The City Council on Monday approved several agenda items relating to the Tower Center at Unity Square — the voter approved community green space under construction at Sixth Street and Dewey Avenue — including $150,000 in funds and a contest for an interactive water feature for the space.

Funding for the green space project was approved by voters in the 2018 General Obligation Bond Election as part of a $16.5 million bond package including several projects throughout the city, including $8,260,000 for park and recreational improvements, $5,120,000 for street repairs, $1,995,000 million for facility and equipment upgrades and $1,125,000 for storm drainage projects.
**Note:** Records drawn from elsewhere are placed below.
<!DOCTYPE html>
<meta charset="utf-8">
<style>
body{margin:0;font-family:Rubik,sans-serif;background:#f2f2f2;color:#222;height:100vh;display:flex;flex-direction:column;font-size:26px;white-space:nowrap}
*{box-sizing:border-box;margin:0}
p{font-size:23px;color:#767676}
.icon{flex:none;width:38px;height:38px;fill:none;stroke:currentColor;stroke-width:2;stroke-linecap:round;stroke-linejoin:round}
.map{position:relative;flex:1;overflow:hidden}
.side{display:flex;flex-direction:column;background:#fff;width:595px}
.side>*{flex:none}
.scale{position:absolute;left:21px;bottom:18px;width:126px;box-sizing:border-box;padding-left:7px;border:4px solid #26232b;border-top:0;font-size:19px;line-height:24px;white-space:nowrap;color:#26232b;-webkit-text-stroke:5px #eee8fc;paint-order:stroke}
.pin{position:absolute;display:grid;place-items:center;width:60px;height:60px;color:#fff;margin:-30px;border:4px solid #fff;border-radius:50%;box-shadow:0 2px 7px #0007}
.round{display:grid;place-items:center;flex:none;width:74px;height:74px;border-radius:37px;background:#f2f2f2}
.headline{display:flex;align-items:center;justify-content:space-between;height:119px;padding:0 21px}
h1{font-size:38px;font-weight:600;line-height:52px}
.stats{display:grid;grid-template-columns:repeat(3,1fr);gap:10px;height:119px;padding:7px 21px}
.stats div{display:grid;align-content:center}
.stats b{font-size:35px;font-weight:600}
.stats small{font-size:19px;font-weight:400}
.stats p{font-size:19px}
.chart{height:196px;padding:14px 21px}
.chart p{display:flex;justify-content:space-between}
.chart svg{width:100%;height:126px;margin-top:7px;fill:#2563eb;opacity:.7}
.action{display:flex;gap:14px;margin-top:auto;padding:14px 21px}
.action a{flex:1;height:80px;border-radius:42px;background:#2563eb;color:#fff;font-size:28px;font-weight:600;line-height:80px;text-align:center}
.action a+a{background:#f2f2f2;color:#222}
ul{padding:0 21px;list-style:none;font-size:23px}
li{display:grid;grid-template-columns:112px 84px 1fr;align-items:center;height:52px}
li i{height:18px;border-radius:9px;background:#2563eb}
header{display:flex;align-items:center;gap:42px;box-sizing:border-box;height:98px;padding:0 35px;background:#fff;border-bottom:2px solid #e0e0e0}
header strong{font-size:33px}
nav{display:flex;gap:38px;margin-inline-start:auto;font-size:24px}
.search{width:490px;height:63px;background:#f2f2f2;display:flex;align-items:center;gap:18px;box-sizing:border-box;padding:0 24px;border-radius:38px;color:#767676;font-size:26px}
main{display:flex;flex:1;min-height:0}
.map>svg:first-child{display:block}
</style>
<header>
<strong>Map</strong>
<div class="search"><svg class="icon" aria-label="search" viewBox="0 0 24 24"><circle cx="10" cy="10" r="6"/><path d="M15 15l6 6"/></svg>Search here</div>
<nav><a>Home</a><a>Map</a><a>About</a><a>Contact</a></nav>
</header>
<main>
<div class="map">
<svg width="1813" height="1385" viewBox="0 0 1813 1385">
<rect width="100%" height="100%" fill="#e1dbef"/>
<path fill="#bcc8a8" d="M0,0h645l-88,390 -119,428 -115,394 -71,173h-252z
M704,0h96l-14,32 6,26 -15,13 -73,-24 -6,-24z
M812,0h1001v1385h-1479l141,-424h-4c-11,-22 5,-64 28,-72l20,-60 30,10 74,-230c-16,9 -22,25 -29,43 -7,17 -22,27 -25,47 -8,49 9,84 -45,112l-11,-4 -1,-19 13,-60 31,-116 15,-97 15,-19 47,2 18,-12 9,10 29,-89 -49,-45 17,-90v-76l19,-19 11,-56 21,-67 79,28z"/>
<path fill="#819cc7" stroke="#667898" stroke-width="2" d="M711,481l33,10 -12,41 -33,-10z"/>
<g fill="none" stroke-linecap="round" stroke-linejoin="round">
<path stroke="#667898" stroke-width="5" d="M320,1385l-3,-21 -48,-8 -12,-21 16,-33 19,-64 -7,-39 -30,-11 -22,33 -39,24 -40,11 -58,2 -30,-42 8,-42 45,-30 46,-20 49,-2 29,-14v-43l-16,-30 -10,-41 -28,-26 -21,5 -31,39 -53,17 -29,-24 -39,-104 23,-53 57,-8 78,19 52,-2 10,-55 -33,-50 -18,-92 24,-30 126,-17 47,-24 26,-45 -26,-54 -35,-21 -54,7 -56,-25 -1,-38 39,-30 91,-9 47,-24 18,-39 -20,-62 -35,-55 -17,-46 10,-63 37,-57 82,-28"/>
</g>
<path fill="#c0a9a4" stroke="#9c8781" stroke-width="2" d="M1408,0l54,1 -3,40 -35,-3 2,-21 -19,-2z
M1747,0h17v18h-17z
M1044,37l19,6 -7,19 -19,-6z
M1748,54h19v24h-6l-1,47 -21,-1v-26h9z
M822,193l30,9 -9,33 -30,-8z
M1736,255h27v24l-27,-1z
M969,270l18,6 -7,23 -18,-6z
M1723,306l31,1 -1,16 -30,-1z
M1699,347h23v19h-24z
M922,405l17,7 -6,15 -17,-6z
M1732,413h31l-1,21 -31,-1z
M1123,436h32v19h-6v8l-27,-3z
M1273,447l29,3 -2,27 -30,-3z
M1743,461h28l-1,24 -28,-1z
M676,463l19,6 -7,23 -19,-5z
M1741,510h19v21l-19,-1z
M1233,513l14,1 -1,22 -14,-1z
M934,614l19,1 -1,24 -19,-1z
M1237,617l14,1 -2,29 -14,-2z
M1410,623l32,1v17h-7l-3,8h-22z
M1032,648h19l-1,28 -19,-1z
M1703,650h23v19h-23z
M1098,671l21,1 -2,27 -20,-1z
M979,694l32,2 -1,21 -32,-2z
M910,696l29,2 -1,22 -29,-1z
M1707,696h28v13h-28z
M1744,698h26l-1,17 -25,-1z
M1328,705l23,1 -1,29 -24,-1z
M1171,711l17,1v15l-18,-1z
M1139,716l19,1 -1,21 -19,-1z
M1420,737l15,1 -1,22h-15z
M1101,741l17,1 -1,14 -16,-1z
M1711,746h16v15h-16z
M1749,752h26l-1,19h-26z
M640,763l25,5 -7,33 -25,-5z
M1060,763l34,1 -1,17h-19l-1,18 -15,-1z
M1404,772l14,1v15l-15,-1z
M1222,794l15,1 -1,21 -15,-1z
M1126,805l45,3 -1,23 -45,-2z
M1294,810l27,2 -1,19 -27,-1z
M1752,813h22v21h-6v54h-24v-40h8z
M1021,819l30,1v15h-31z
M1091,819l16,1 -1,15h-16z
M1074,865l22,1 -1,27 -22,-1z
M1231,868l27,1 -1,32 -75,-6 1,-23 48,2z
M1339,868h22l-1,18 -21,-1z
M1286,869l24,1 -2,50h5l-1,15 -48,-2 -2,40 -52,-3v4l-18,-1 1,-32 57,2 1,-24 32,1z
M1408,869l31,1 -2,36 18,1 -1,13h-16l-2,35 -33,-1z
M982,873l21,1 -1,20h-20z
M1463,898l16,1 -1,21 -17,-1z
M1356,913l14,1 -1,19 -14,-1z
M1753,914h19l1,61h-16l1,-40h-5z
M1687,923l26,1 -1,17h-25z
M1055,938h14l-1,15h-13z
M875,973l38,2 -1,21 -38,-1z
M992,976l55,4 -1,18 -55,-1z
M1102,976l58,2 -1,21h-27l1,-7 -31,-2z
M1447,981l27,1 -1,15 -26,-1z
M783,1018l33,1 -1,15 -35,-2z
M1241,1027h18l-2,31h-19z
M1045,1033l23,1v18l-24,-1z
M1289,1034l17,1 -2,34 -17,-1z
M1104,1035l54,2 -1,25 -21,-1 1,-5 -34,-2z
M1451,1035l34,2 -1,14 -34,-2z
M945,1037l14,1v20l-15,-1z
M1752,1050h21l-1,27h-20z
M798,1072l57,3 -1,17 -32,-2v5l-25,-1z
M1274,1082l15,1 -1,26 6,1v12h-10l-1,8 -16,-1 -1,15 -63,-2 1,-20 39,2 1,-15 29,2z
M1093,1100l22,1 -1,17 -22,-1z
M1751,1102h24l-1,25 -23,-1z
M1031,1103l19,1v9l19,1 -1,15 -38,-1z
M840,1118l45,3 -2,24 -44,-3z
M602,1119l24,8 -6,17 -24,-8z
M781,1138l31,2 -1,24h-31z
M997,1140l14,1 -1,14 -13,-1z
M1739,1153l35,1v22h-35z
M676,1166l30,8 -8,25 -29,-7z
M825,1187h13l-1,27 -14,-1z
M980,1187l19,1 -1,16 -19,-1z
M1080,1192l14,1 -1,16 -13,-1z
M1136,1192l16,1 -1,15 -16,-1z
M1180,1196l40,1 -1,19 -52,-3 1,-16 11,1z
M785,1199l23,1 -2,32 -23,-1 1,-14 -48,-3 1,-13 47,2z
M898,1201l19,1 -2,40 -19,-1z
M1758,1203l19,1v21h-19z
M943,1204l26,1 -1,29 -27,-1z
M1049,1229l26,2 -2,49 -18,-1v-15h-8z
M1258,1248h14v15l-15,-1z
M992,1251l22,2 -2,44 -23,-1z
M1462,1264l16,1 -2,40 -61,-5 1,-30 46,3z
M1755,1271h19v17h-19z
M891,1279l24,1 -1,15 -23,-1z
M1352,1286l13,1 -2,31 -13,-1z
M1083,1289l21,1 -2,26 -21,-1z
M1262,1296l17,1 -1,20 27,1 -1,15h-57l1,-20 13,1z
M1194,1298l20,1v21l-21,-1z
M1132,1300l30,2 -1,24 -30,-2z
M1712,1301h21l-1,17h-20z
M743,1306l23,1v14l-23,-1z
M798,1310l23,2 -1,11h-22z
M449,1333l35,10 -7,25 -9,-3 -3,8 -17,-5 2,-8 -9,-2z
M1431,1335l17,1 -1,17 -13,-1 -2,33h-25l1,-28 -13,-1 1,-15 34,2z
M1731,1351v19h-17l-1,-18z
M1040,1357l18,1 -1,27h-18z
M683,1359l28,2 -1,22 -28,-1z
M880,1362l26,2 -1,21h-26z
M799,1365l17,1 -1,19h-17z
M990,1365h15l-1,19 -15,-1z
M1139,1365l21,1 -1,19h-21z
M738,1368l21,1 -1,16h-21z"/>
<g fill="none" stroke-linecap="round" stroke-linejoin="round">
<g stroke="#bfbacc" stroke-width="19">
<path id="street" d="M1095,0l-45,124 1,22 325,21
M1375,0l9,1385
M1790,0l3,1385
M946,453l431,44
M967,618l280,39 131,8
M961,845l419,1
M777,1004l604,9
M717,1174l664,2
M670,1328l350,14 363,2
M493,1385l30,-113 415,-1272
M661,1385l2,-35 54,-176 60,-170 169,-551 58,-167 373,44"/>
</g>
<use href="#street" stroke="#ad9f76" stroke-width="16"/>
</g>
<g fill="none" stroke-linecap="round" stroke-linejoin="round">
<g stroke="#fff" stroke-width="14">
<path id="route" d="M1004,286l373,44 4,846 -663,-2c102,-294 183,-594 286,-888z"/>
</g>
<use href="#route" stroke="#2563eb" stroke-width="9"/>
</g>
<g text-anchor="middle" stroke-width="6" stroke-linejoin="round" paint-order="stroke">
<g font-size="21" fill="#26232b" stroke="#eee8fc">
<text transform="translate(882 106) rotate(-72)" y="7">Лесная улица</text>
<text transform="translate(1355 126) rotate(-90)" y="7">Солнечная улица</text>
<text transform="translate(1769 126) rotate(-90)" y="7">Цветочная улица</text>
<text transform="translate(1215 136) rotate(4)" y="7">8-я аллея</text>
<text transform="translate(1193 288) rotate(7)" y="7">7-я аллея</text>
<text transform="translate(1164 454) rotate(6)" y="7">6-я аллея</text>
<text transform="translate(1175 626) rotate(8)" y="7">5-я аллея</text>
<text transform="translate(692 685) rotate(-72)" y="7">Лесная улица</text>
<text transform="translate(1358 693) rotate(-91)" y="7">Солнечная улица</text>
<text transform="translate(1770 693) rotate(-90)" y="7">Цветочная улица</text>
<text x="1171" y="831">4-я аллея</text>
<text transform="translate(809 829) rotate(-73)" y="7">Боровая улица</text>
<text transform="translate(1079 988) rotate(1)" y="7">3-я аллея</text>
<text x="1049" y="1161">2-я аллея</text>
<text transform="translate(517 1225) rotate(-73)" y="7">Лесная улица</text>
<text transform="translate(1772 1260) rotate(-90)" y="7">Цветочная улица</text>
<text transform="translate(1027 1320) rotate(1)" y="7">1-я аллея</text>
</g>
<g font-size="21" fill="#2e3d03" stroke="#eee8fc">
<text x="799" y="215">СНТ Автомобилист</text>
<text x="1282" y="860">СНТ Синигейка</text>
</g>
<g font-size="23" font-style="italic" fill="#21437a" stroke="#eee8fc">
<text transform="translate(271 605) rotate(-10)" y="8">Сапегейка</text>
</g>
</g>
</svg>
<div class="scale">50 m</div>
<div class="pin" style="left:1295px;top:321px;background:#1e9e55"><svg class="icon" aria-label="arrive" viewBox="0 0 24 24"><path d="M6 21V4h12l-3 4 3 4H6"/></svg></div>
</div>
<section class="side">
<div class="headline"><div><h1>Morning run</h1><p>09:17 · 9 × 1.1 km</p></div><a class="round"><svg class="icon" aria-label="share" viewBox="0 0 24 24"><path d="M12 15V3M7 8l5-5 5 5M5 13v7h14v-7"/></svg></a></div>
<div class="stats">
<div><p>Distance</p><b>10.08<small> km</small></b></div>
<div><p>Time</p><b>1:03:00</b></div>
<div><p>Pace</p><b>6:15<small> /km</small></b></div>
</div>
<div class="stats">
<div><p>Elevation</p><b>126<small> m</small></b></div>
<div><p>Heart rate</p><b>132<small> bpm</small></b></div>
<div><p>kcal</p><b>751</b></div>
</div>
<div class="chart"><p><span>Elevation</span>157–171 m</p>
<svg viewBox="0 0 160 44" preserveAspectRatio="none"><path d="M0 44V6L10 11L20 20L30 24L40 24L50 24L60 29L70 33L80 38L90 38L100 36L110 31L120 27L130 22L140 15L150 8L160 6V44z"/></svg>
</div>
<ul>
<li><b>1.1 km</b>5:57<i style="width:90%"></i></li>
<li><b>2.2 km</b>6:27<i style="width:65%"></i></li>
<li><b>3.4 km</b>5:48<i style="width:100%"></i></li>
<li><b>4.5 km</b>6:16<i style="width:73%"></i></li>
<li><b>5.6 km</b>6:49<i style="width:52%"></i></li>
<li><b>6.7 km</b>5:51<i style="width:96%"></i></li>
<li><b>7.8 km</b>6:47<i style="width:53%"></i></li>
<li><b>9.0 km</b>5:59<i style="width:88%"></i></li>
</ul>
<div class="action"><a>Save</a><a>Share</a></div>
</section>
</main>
One park project slated for G.O. Bond funding is the Johnstone Park Pavilion Splash Pad, for which $355,300 (including financing costs) was identified as a discretionary project in the last G.O. Bond election. (Discretionary projects, also known as “30 percent projects,” are not required by law to be identified to voters or completed with general obligation bond funds while the remaining “70 percent” must be identified and require completion. The City of Bartlesville’s past practice has been to allocate funding for 100 percent of G.O. Bond projects. The City has completed 100 percent of the projects designated for G.O. Bond funding.)

In a staff report to the City Council, Community Development Director Lisa Beeman said the costs for the splash pad, which will consist of a flat concrete surface, dry deck splash pad approximately 20-feet in diameter with interactive fountains and sprays shooting out of jets at different heights and intervals, could be considerably lower if City staff completes preliminary site work, grading, utility connections and drainage and piping.

The saved revenue would then result in leftover funds becoming available for an interactive water feature for the Tower Center at Unity Square project, which was envisioned by the public and the committee tasked with design oversight for the space when the project design began. The feature, however, was not included in the overall budget for the green space.

“During public input sessions on the design of the community green space and from the public input survey, the desire for some type of interactive water feature was identified as a popular feature for inclusion in this community space,” Beeman said in the report. “While the Tower Center project is one of the priority projects which received funding through this GO Bond election, funding for a water feature at this location was not included in the $1,776,500 budget. In checking with bond counsel, staff was advised that all or a portion of the $350,000 in discretionary funding identified for a splash pad at Johnstone Park Pavilion could be reallocated to a splash pad or similar interactive water feature at the Tower Center facility with the vote of council.”

Beeman said the council-appointed design review committee for the Tower Center project is “very supportive of including some type of interactive water feature in this public space,” and that City Councilor Jim Curd presented the option to the Park Board, which also recommended splitting the funds.

The contest

“It’s a great way to end up with two (water features) instead of one,” Curd said while presenting the item to the council on Monday. He said the design committee, which oversees design recommendations for the Tower Center project, will organize a contest to solicit bids for the “winning” feature.

“The design committee will move forward with a competition to bid on an art feature for that work that would include the construction of the feature,” he said.

“This is a little different for us in that we will be accepting bids via a competition — because this is more artistic while a lot of our bids are quite simple,” said City Manager Mike Bailey, noting that most City projects are determined by staff, for which bids are then solicited. “With this project, we don’t know what the ultimate (outcome) will be because there’s more creativity involved. So it is a prize, but what we’ll do is solicit bids where the form of the water feature isn’t determined by us.”

Bailey said utilities for the feature are in place and that the $150,000 will be “for the installed project.” He also said some of the artwork in front of the City-owned Bartlesville Public Library was bid in the same way.

Curd said local architect Scott Ambler, who provided pro bono services for the Tower Center at Unity Square design, will be involved in the contest.

“(Ambler) is very familiar with this type of competition and has assured us there are people out there who are willing to incorporate something like this into a design that they would furnish for us,” Curd said.

Details regarding the contest will be determined and announced at a later date. Construction on the green space began earlier this year and is expected to be substantially complete in January or February 2020.